Shenglin Wu*, Metal additive-subtractive hybrid manufacturing technology and process optimization. Additive Manuf. Tech. Res. Program, 2024.

Shenglin Wu, Design and performance evaluation of a mine-grade lumbar exoskeleton robot. Exoskeleton Robot Eng. Res., 2024.

Mr. Barham Farraj | Robotics & Autonomous Systems | Best Researcher Award

Mr. Barham Farraj | Robotics & Autonomous Systems | Best Researcher Award

Kromberg & Schubert | Széchenyi IstvánUniversity | Hungary

Barham Farraj is a Systems Engineer specializing in robotics, LiDAR systems, and autonomous driving technologies at Kromberg & Schubert Automotive s.r.o., Slovakia. He holds degrees in Vehicle Engineering from Széchenyi István University, Advanced Software Development from LTUC-ASAC, and Mechanical Engineering from Al-Balqa’a Applied University. His professional experience spans research and development, embedded systems, and robotic simulation, including leadership roles at the Vehicle Industry Research Center in Győr and participation in the F1TENTH and VDI Autonomous Challenges. Barham has contributed to advanced projects in ROS1/ROS2, perception mapping, and autonomous vehicle navigation, integrating academic research with industrial applications. He has served as a teaching assistant in Autonomous Robotics and mentored students in the Engineers of the Future program.
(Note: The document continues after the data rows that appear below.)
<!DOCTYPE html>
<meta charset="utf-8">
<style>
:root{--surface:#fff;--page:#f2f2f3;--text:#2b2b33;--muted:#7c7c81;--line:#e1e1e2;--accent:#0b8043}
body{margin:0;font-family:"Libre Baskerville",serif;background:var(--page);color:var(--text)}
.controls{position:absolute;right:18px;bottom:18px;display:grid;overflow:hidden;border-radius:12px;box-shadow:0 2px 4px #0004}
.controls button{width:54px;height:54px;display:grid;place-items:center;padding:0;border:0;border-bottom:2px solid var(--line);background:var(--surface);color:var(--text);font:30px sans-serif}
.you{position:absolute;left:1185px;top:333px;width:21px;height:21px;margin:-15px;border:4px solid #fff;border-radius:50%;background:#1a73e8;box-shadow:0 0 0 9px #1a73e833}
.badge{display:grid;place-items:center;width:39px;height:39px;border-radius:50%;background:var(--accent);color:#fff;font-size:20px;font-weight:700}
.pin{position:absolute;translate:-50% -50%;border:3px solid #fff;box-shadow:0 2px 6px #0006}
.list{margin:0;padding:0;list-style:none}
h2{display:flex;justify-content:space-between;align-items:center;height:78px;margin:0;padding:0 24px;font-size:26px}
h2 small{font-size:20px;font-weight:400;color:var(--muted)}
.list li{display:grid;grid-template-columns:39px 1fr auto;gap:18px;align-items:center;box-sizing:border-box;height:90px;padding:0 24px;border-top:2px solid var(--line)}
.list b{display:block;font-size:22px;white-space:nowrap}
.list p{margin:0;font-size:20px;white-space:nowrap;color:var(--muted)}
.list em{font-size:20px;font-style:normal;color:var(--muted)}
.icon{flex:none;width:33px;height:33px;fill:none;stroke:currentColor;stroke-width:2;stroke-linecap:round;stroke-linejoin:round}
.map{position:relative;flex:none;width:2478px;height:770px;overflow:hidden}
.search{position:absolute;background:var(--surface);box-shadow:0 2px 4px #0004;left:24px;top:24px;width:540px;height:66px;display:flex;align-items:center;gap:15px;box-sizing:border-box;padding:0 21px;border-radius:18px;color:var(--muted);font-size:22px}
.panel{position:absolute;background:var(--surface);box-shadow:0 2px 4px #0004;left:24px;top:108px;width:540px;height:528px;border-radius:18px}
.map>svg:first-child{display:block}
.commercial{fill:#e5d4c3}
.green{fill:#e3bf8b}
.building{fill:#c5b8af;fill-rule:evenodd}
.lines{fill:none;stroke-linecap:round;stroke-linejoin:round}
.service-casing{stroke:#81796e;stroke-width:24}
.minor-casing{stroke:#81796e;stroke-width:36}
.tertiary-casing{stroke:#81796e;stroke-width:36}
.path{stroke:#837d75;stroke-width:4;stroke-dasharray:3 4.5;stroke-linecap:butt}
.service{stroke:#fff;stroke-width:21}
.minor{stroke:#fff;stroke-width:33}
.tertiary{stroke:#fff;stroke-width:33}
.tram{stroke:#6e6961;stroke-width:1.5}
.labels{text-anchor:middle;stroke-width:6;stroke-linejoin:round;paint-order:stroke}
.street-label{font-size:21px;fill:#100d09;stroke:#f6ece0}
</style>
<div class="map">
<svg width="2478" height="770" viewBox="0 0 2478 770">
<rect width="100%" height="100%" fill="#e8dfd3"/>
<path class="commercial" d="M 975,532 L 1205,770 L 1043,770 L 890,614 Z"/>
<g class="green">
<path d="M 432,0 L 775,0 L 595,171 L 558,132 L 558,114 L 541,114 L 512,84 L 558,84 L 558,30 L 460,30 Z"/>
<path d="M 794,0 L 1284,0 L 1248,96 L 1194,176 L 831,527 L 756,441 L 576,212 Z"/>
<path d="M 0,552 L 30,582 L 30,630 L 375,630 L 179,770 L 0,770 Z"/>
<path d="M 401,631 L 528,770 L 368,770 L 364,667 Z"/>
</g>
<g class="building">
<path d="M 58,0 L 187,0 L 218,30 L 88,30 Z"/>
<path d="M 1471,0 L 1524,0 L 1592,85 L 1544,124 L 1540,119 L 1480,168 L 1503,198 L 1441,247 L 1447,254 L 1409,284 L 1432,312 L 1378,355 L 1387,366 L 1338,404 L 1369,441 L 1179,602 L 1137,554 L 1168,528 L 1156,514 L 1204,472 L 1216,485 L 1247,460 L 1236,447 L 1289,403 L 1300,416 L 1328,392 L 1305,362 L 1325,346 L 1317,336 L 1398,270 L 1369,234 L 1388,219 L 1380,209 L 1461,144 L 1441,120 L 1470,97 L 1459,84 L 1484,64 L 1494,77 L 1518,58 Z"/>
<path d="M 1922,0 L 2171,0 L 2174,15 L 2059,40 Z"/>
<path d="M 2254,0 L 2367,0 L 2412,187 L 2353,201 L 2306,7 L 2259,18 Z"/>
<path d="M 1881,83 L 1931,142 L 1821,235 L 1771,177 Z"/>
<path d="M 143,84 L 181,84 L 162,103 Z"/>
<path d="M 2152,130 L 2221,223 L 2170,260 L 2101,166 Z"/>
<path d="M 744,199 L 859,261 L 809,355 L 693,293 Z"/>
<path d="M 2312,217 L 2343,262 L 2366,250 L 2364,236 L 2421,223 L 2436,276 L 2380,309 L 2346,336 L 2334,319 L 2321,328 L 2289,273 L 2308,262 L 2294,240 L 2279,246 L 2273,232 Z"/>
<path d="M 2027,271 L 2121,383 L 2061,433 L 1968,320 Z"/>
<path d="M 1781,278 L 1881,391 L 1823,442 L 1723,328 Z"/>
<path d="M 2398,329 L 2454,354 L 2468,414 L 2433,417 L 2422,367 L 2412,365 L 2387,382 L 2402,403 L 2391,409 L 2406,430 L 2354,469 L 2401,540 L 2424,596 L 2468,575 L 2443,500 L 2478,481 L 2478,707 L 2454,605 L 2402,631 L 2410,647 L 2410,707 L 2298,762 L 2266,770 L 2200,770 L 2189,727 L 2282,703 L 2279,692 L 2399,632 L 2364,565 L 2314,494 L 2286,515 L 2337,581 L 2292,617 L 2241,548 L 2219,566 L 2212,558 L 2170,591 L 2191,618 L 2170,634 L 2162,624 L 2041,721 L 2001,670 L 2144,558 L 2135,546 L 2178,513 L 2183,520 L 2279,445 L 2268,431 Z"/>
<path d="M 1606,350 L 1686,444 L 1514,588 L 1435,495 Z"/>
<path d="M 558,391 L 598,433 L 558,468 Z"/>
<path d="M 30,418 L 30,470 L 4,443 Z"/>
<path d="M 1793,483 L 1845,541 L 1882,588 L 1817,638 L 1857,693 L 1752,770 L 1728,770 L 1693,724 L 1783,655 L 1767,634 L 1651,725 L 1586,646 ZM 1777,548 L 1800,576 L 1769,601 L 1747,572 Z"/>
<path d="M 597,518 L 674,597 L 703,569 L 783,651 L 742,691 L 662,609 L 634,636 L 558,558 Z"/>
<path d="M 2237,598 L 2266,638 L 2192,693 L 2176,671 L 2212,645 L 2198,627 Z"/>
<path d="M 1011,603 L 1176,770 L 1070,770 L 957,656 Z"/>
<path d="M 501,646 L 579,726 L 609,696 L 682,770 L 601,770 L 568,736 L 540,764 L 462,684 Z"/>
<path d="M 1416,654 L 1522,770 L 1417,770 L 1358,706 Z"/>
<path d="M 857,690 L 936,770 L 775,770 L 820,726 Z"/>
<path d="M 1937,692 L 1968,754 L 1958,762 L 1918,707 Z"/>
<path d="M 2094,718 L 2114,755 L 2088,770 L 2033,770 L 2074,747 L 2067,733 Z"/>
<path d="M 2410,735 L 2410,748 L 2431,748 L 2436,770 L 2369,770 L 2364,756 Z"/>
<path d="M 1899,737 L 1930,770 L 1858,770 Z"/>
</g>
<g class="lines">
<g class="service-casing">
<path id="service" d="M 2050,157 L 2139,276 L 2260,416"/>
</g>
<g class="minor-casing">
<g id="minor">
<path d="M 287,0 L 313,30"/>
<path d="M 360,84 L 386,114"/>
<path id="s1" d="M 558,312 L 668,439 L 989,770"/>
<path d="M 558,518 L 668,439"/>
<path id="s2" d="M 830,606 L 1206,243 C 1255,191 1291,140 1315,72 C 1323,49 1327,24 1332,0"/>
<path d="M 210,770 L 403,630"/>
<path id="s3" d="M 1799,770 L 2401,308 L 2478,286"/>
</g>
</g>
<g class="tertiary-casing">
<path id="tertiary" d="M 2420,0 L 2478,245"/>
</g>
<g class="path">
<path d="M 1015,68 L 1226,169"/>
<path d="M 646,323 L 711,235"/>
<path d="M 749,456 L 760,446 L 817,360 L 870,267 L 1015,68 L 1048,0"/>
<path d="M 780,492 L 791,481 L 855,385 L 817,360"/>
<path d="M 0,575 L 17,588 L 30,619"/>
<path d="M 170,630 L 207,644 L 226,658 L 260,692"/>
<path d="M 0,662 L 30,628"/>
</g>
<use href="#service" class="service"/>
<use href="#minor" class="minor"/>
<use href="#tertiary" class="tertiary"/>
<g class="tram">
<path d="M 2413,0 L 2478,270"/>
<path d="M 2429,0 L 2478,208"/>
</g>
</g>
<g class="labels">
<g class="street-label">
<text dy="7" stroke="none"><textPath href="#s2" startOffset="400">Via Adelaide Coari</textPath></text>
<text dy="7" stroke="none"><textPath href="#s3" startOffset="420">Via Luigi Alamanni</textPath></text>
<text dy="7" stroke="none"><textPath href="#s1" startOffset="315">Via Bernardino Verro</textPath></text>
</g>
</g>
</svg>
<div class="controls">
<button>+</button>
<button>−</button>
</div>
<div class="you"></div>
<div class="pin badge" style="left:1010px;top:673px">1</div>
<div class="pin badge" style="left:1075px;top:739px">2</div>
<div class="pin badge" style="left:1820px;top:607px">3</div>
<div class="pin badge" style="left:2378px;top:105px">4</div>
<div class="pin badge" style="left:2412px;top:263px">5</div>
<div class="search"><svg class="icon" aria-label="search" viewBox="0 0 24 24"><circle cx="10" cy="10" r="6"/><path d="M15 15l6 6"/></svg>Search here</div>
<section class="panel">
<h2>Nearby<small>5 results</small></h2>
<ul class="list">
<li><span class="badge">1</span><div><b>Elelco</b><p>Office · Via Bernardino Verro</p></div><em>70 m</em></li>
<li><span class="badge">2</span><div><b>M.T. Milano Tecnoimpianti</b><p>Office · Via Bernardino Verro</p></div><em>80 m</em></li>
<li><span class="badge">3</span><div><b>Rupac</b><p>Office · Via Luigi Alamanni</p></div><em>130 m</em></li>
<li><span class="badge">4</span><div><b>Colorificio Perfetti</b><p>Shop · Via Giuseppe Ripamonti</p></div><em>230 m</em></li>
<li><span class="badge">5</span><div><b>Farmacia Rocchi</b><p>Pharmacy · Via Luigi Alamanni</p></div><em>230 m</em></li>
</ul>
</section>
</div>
His research interests include LiDAR-based perception, robotics simulation, and intelligent system integration, with notable publications and open-source contributions. Recognized for his innovation and leadership in autonomous systems, he has received distinctions for academic excellence and holds memberships in professional engineering and robotics communities. His multidisciplinary expertise bridges mechanical, software, and intelligent control domains, reflecting a commitment to advancing autonomous technologies through research, mentorship, and practical implementation.

Profile: ORCID

Featured Publications

Barham Farraj*, Real-time LiDAR-based urban road and sidewalk detection for autonomous vehicles. J. Intell. Robot. Syst., Accepted.

Barham Farraj*, Visualization GUI for autonomous car using ROS2 and Python-based simulation tools. IEEE Access, 2024, 12(5), 987654.

Barham Farraj, Simulation and optimization of autonomous navigation algorithms for hybrid vehicle systems. Int. J. Veh. Technol., 2024, 8(3), 104321.